• AIM OF THE EXERCISE:
Copy all lines in the data that contain the string "white".

┌──

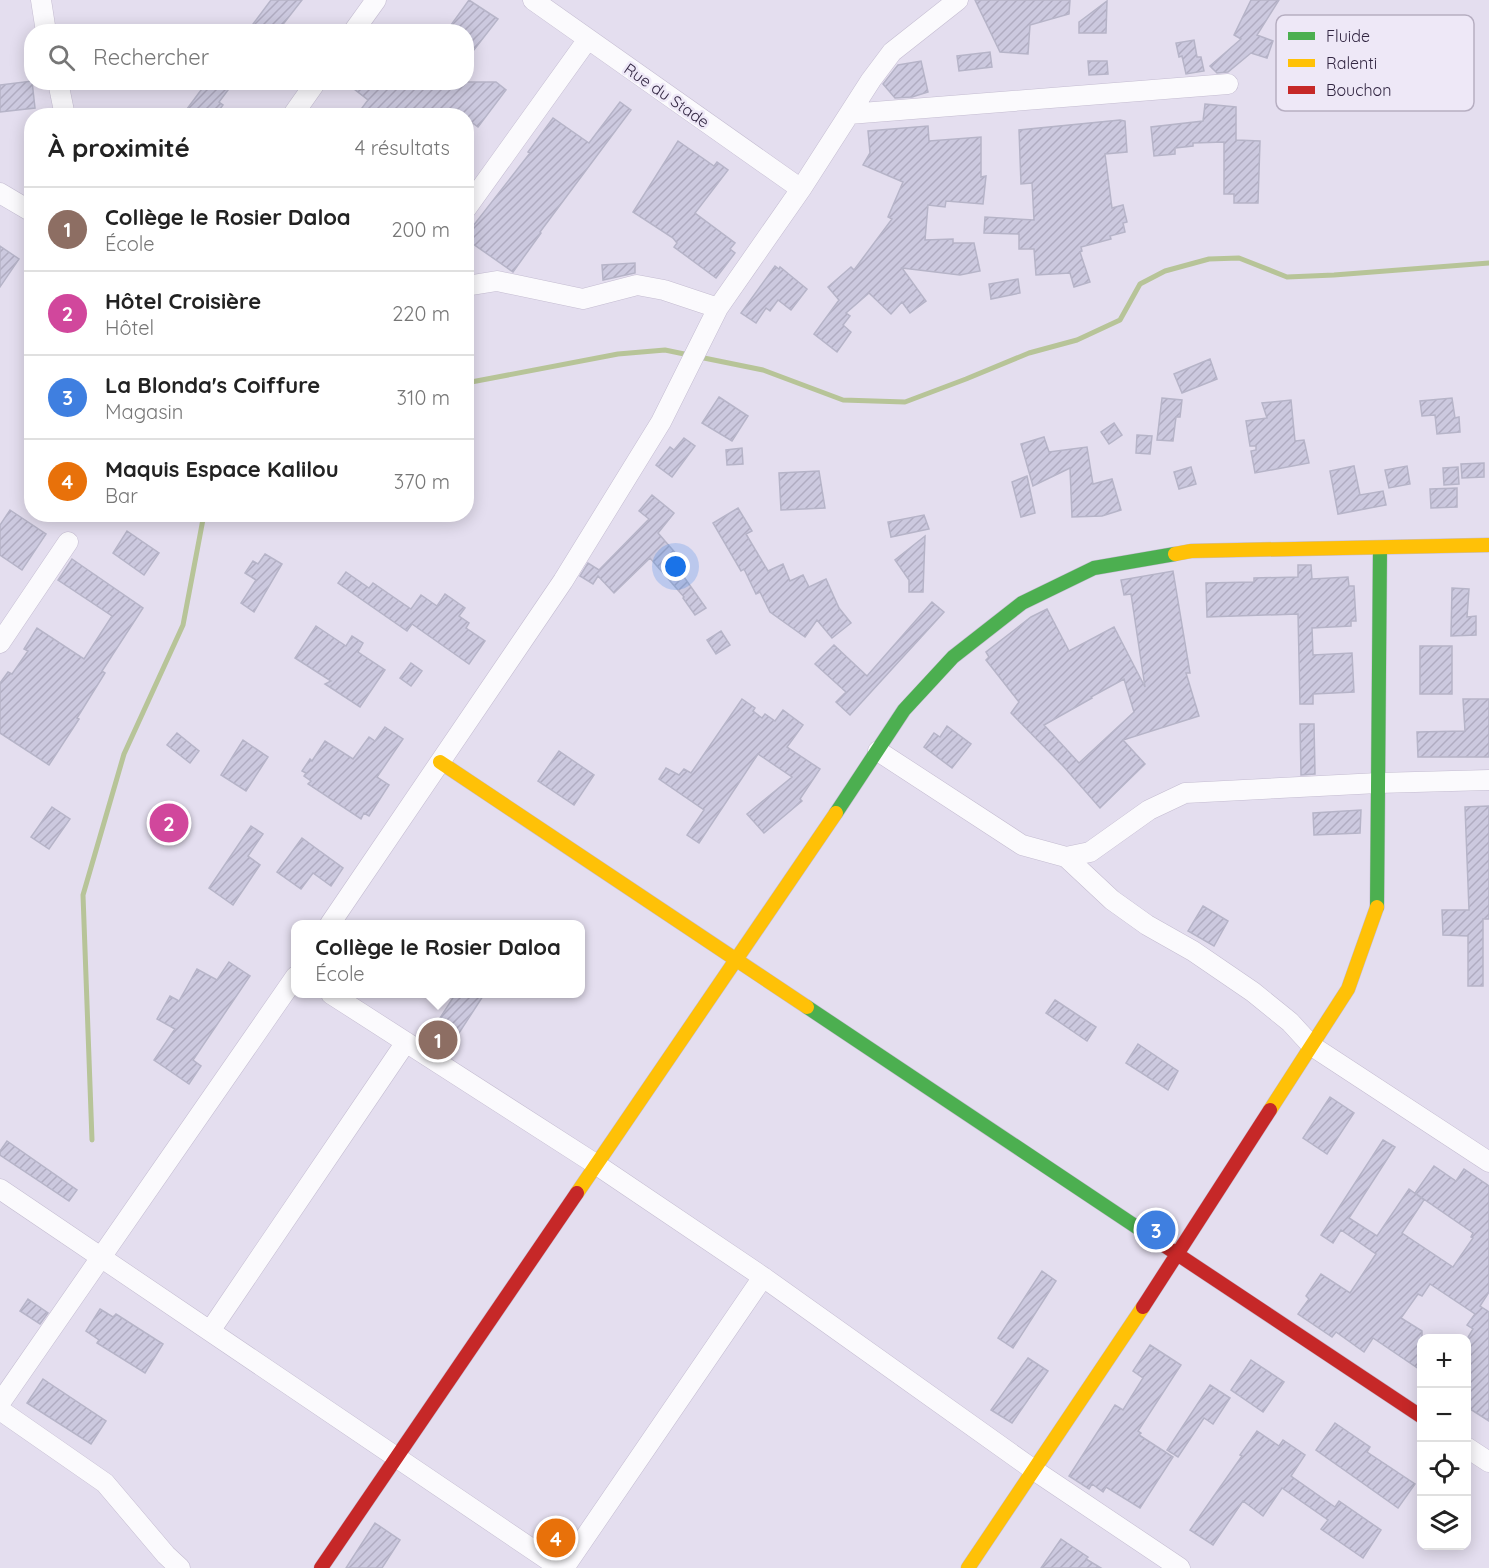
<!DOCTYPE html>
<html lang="fr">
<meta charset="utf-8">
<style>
:root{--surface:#fff;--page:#f2f2f2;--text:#222;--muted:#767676;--line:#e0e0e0;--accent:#70667f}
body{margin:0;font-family:Quicksand,sans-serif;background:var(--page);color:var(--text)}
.controls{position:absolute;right:18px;bottom:18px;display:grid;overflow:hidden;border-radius:12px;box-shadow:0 3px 15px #0003}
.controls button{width:54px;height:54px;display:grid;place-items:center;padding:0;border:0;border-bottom:2px solid var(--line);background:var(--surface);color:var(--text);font:30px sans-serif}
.you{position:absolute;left:676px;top:567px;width:21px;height:21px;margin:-15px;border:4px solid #fff;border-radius:50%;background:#1a73e8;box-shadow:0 0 0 9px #1a73e833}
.badge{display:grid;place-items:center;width:39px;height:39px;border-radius:50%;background:var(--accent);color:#fff;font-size:20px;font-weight:700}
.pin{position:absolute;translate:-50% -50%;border:3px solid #fff;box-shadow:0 2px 6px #0006}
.popup{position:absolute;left:291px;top:920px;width:294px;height:78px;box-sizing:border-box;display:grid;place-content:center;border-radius:12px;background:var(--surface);filter:drop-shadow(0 2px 4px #0005);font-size:20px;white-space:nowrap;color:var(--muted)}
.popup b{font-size:22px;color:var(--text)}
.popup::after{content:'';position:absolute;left:50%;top:100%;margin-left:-12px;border:12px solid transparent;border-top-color:var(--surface)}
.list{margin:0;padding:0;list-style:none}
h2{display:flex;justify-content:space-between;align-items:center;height:78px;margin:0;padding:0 24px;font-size:26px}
h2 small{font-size:20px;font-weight:400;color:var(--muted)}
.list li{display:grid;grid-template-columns:39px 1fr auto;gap:18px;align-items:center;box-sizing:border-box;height:84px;padding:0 24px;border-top:2px solid var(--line)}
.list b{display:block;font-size:22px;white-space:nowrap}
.list p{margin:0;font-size:20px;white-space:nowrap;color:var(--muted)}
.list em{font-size:20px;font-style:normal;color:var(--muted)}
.icon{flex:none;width:33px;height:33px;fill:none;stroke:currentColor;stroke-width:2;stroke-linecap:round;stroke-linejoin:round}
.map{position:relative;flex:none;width:1489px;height:1568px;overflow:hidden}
.search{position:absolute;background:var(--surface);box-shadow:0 3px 15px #0003;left:24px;top:24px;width:450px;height:66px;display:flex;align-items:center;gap:15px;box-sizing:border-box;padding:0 21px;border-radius:24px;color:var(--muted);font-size:22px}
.panel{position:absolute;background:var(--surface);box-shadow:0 3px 15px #0003;left:24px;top:108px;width:450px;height:414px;border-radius:24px}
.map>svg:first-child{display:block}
</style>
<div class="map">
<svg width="1489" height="1568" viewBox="0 0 1489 1568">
<defs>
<pattern id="building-hatch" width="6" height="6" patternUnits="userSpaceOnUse" patternTransform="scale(1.5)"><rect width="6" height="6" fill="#ccc9df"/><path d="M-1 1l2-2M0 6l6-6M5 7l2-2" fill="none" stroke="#b0acc1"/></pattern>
</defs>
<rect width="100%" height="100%" fill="#e4deef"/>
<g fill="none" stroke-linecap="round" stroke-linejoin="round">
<path stroke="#b7c498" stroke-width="5" d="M 699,357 L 763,370 L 843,400 L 905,402 L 966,379 L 1029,353 L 1077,340 L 1120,320 L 1140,284 L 1165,271 L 1209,259 L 1239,258 L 1287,277 L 1334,275 L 1489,263
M 466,383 L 618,354 L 665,350 L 689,355
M 92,1140 L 83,895 L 124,754 L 183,625 L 204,514"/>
</g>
<path fill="url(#building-hatch)" stroke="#b6b4c8" stroke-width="1.5" fill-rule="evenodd" d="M 271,0 L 302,0 L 277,32 L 247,32 Z
M 469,0 L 498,19 L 466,60 L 466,32 L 446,32 Z
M 975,0 L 1070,0 L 1069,14 L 1030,25 L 1028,54 L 1000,52 Z
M 1251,0 L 1279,0 L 1257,35 L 1273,41 L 1267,58 L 1251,53 L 1228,72 L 1217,73 L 1210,66 L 1241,39 L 1234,35 Z
M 1107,1 L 1106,33 L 1079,33 L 1079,22 Z
M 1194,40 L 1197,57 L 1201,57 L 1204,71 L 1186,74 L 1182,56 L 1179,57 L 1176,43 Z
M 990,52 L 992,67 L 959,71 L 957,56 Z
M 921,61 L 928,92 L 912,97 L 895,98 L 883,84 L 898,65 Z
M 1088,61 L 1107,61 L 1108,74 L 1089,75 Z
M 32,81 L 35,108 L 0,112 L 0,85 Z
M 207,82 L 230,82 L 226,88 L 228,90 L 219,102 L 223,105 L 215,116 L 185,116 L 189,111 L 187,109 Z
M 345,82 L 496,82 L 506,90 L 478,127 L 466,118 L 466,116 L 356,116 L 368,100 Z
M 620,102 L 631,110 L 540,232 L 541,233 L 513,272 L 466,239 L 466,235 L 530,153 L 528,152 L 553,118 L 589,143 Z
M 1205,104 L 1236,107 L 1236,140 L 1260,141 L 1258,203 L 1234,203 L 1234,194 L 1224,194 L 1224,142 L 1193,143 L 1193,146 L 1175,148 L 1175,154 L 1154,156 L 1151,127 L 1203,121 Z
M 1120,120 L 1125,121 L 1127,152 L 1105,154 L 1112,208 L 1123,205 L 1127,222 L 1123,223 L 1125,232 L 1110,236 L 1111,239 L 1081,247 L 1082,251 L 1080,252 L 1090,282 L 1074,287 L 1070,273 L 1036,275 L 1034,249 L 1019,249 L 1019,234 L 984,233 L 985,217 L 1034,220 L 1032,183 L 1021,184 L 1019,130 Z
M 928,126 L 929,141 L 981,137 L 981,177 L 986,176 L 983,204 L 946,201 L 945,207 L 928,205 L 925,240 L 953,239 L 953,243 L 974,243 L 980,271 L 960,275 L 902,268 L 926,301 L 910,313 L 902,302 L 891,314 L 869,293 L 846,313 L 850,316 L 843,325 L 851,332 L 837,352 L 814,334 L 839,300 L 828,287 L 851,267 L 854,270 L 892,219 L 888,217 L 903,182 L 863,165 L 870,153 L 868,131 Z
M 678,141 L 714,166 L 717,162 L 728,170 L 695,213 L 735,243 L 730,249 L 735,253 L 716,278 L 674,247 L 677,243 L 673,238 L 633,212 Z
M 0,246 L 19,259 L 0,287 Z
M 635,263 L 635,273 L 603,280 L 602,265 Z
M 775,266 L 779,269 L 780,267 L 807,289 L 791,310 L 778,300 L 770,311 L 766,308 L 756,323 L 741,313 Z
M 1018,279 L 1020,293 L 991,299 L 989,284 Z
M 1210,359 L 1217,379 L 1182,393 L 1174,374 Z
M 719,397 L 748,416 L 732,441 L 702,423 Z
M 1162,398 L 1182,400 L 1180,417 L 1176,417 L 1173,441 L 1157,440 Z
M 1452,398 L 1455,418 L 1459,417 L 1460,432 L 1437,434 L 1435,415 L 1422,416 L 1420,401 Z
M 1291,400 L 1295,441 L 1304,440 L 1309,463 L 1255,473 L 1251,451 L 1256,450 L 1256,446 L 1250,446 L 1246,421 L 1267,418 L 1262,403 Z
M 1114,423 L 1122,435 L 1109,444 L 1101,432 Z
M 1137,435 L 1152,436 L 1150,454 L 1136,453 Z
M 1044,437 L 1049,452 L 1087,447 L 1093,484 L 1112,479 L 1121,510 L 1102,516 L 1072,517 L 1070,468 L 1033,486 L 1021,444 Z
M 684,438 L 695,446 L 672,477 L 656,465 L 670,447 L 674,450 Z
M 742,448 L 743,464 L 727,465 L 726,450 Z
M 1484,463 L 1484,477 L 1462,478 L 1461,464 Z
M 1354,466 L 1360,495 L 1383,491 L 1386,505 L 1338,514 L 1330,471 Z
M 1407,466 L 1410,484 L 1389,488 L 1385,470 Z
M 1191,467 L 1196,484 L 1179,489 L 1174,472 Z
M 1458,467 L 1459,484 L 1444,485 L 1443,468 Z
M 819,471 L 825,508 L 781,510 L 779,473 Z
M 1027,476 L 1035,513 L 1021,517 L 1012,482 Z
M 1457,488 L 1457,507 L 1431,508 L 1430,489 Z
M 652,495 L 674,513 L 658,533 L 685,564 L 679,570 L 706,608 L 695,615 L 683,598 L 684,597 L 650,558 L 614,593 L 598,576 L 593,584 L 580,576 L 588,563 L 599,570 L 649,519 L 639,511 Z
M 738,508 L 752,531 L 746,534 L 768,571 L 783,564 L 790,581 L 803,575 L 809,587 L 826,579 L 839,608 L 851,623 L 832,638 L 817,620 L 805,637 L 770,612 L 760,592 L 756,594 L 744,569 L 741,571 L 713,523 Z
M 10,510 L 46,534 L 22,570 L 0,555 L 0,525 Z
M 924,515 L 929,529 L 891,537 L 888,522 Z
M 127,531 L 159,553 L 144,575 L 113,553 Z
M 925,536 L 923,592 L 909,592 L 909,580 L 895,560 Z
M 265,554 L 282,564 L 254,612 L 241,603 L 256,580 L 245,573 L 253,561 L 258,564 Z
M 72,559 L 143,608 L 102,671 L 105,673 L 77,718 L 79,719 L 49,765 L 0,733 L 0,683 L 8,672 L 12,674 L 28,651 L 24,649 L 37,628 L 84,659 L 112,616 L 58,580 Z
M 1298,565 L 1311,565 L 1312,579 L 1348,577 L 1349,586 L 1354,586 L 1356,621 L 1351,621 L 1351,626 L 1312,628 L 1313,655 L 1352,653 L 1354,692 L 1313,694 L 1313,704 L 1300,704 L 1298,614 L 1207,617 L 1206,583 L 1254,582 L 1254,578 L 1298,577 Z
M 1173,571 L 1190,673 L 1186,673 L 1199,716 L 1123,740 L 1145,764 L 1100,808 L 1064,767 L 1011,713 L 1019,702 L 986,660 L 989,657 L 986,652 L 1031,617 L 1047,609 L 1069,651 L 1114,627 L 1145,687 L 1131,594 L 1124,595 L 1121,580 ZM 1124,679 L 1134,712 L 1079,763 L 1044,725 L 1092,698 L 1091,697 Z
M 346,572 L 369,588 L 373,583 L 411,609 L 421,595 L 437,606 L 445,594 L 465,608 L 459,616 L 469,623 L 466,628 L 485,641 L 469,664 L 412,624 L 407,631 L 338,583 Z
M 1452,588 L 1469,589 L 1467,617 L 1476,616 L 1476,635 L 1451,636 Z
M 932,602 L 944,612 L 850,715 L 836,702 L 846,692 L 815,664 L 834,645 L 867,676 Z
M 316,626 L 346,646 L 352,636 L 363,643 L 358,652 L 385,670 L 360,707 L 325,684 L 331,681 L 295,658 Z
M 721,631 L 730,645 L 716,654 L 707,640 Z
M 1420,646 L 1452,646 L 1452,694 L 1420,694 Z
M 411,663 L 422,671 L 411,686 L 400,678 Z
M 742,699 L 755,708 L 753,711 L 762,718 L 765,714 L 775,721 L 783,710 L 803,725 L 787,747 L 820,769 L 800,799 L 802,801 L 764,833 L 747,814 L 792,777 L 758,754 L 699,843 L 687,835 L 704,810 L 659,779 L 666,768 L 679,775 L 684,769 L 691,773 Z
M 1463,699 L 1489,699 L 1489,757 L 1418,757 L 1417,732 L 1465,731 Z
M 1300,724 L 1314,724 L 1315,774 L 1301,775 Z
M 947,726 L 971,744 L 952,768 L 924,747 L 934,733 L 940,737 Z
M 385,727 L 403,739 L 377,777 L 389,785 L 369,816 L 364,813 L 361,819 L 308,784 L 311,781 L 304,776 L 306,773 L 302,771 L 310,759 L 312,761 L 325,741 L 353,759 L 369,737 L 375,741 Z
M 177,733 L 199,751 L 190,763 L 167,745 Z
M 243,740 L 268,757 L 246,791 L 221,775 Z
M 559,751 L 594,775 L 574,805 L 538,781 Z
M 1489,806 L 1489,919 L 1483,919 L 1483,986 L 1468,986 L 1468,936 L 1443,935 L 1442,910 L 1469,910 L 1465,807 Z
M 52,807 L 70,819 L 49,849 L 31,837 Z
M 1361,810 L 1360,833 L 1314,835 L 1313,813 Z
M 251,826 L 263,834 L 248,856 L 260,865 L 233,905 L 209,888 Z
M 302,838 L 343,868 L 331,886 L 313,873 L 301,889 L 277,872 Z
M 1203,906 L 1228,921 L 1214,946 L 1188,931 Z
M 229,962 L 250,976 L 193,1060 L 201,1066 L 189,1084 L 154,1060 L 175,1029 L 157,1019 L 170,996 L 179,1001 L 197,969 L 217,980 Z
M 456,993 L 485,993 L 446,1053 L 426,1040 Z
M 1055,1000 L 1096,1027 L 1087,1041 L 1046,1013 Z
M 1138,1044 L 1178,1071 L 1168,1090 L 1126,1063 Z
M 1330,1097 L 1354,1113 L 1327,1154 L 1303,1138 Z
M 1383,1140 L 1395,1147 L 1349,1218 L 1377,1236 L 1409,1189 L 1424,1200 L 1402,1233 L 1453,1267 L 1473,1238 L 1471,1237 L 1473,1233 L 1415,1193 L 1434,1166 L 1456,1181 L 1464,1169 L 1489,1186 L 1489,1292 L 1480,1306 L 1489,1312 L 1489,1421 L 1467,1407 L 1467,1339 L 1473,1329 L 1467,1325 L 1475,1314 L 1430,1284 L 1422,1296 L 1418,1294 L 1401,1318 L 1422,1331 L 1422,1371 L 1373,1338 L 1364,1352 L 1336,1332 L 1332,1337 L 1298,1314 L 1309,1299 L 1306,1296 L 1321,1274 L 1350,1293 L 1376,1254 L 1341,1230 L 1333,1243 L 1321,1235 Z
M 7,1141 L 77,1190 L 69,1201 L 0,1155 L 0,1151 Z
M 1042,1271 L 1056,1281 L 1013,1348 L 998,1338 Z
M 28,1299 L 48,1313 L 40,1324 L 20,1311 Z
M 100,1309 L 113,1317 L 116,1314 L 163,1344 L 145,1373 L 97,1343 L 99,1340 L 86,1331 Z
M 1150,1345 L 1181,1365 L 1138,1431 L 1141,1433 L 1139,1435 L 1173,1457 L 1140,1508 L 1106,1487 L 1103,1492 L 1092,1484 L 1089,1489 L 1069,1476 L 1115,1405 L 1123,1410 L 1143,1378 L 1133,1371 Z
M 1028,1358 L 1048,1371 L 1012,1423 L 991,1410 Z
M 1251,1360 L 1284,1382 L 1263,1412 L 1231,1390 Z
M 43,1379 L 106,1421 L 91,1444 L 27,1403 Z
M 1210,1385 L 1230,1398 L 1213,1424 L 1204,1418 L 1178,1457 L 1167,1450 Z
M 1335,1423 L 1370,1447 L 1367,1452 L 1415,1484 L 1398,1508 L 1316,1450 Z
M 1257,1431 L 1279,1446 L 1283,1440 L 1305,1455 L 1291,1476 L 1335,1507 L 1339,1501 L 1381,1530 L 1363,1558 L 1321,1529 L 1328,1520 L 1282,1488 L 1263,1516 L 1243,1501 L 1213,1545 L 1190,1530 L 1242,1456 L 1240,1455 Z
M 375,1523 L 400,1540 L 382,1568 L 346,1568 Z
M 1061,1539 L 1088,1557 L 1086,1559 L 1101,1568 L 1041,1568 Z"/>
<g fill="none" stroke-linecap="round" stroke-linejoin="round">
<g stroke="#c4bcd1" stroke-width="21">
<path id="street" d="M 41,0 L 46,32
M 533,0 L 801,189
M 353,32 L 376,0
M 58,82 L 65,116
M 849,114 L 1228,84
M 292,116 L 316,82
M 0,193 L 32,212
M 466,209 L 588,39
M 466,286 L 497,281 L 583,299 L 637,285 L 664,290 L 718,308
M 0,643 L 68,542
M 878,751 L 1022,845 L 1066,857 L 1090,852 L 1149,810 L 1185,793 L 1378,783 L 1489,780
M 1066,857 L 1112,900 L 1147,925 L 1193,951 L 1253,992 L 1290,1022 L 1312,1046 L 1489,1162
M 330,924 L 563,581 L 661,422 L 718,308 L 801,189 L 871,80 L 892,52 L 958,0
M 331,994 L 597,1165 L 763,1277 L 1034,1470 L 1180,1568
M 0,1189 L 560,1568
M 210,1331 L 406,1042
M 0,1403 L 296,976
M 0,1410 L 105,1483 L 166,1555 L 180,1568
M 1466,1447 L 1489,1462
M 564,1568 L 763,1277"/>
</g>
<g stroke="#c4bcd1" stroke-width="15">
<path id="fast" d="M 836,813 L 904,710 L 953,657 L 1022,603 L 1094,568 L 1175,554
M 1377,907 L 1380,548
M 807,1007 L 1162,1244"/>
</g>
<g stroke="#c4bcd1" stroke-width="15">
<path id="slow" d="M 1175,554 L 1191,551 L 1489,545
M 440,762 L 807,1007
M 1270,1110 L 1348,989 L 1377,907
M 577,1193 L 836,813
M 968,1568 L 1143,1307"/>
</g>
<g stroke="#c4bcd1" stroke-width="15">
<path id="jam" d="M 1162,1244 L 1422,1417
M 1143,1307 L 1270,1110
M 321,1568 L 577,1193"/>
</g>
<use href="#street" stroke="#fbfafd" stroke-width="20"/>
<use href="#fast" stroke="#4caf50" stroke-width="14"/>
<use href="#slow" stroke="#ffc107" stroke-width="14"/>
<use href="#jam" stroke="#c62828" stroke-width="14"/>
</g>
<g text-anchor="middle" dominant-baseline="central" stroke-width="5" stroke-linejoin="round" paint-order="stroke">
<g font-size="16" fill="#322642" stroke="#eee8f7">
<text transform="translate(667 95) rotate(35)">Rue du Stade</text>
</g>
</g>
<rect x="1276" y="15" width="198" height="96" rx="9" fill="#eee8f7" stroke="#b6aec1" stroke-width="1.5"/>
<rect x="1288" y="32" width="27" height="8" fill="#4caf50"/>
<rect x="1288" y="59" width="27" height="8" fill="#ffc107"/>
<rect x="1288" y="86" width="27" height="8" fill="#c62828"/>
<g font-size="16" fill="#322642">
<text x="1326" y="42">Fluide</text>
<text x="1326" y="69">Ralenti</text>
<text x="1326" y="96">Bouchon</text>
</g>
</svg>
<div class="controls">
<button>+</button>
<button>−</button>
<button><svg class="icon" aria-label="locate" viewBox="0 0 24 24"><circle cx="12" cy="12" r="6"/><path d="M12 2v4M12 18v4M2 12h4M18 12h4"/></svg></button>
<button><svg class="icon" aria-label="layers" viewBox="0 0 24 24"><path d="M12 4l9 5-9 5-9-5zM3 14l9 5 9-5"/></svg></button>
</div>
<div class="you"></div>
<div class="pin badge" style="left:438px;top:1040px;background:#8d6e63">1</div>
<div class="popup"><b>Collège le Rosier Daloa</b>École</div>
<div class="pin badge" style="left:169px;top:823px;background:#d1479c">2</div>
<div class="pin badge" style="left:1156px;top:1230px;background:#3f7fe0">3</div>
<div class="pin badge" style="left:556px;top:1538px;background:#e8710a">4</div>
<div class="search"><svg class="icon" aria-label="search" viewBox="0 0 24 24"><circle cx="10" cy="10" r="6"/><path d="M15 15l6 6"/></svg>Rechercher</div>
<section class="panel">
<h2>À proximité<small>4 résultats</small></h2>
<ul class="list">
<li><span class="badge" style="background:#8d6e63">1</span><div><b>Collège le Rosier Daloa</b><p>École</p></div><em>200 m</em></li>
<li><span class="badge" style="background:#d1479c">2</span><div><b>Hôtel Croisière</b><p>Hôtel</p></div><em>220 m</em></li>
<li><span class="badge" style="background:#3f7fe0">3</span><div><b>La Blonda's Coiffure</b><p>Magasin</p></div><em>310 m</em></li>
<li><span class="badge" style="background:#e8710a">4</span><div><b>Maquis Espace Kalilou</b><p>Bar</p></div><em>370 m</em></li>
</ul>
</section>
</div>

└──

• ANSWER BELOW:
.popup{position:absolute;left:291px;top:920px;width:294px;height:78px;box-sizing:border-box;display:grid;place-content:center;border-radius:12px;background:var(--surface);filter:drop-shadow(0 2px 4px #0005);font-size:20px;white-space:nowrap;color:var(--muted)}
.list b{display:block;font-size:22px;white-space:nowrap}
.list p{margin:0;font-size:20px;white-space:nowrap;color:var(--muted)}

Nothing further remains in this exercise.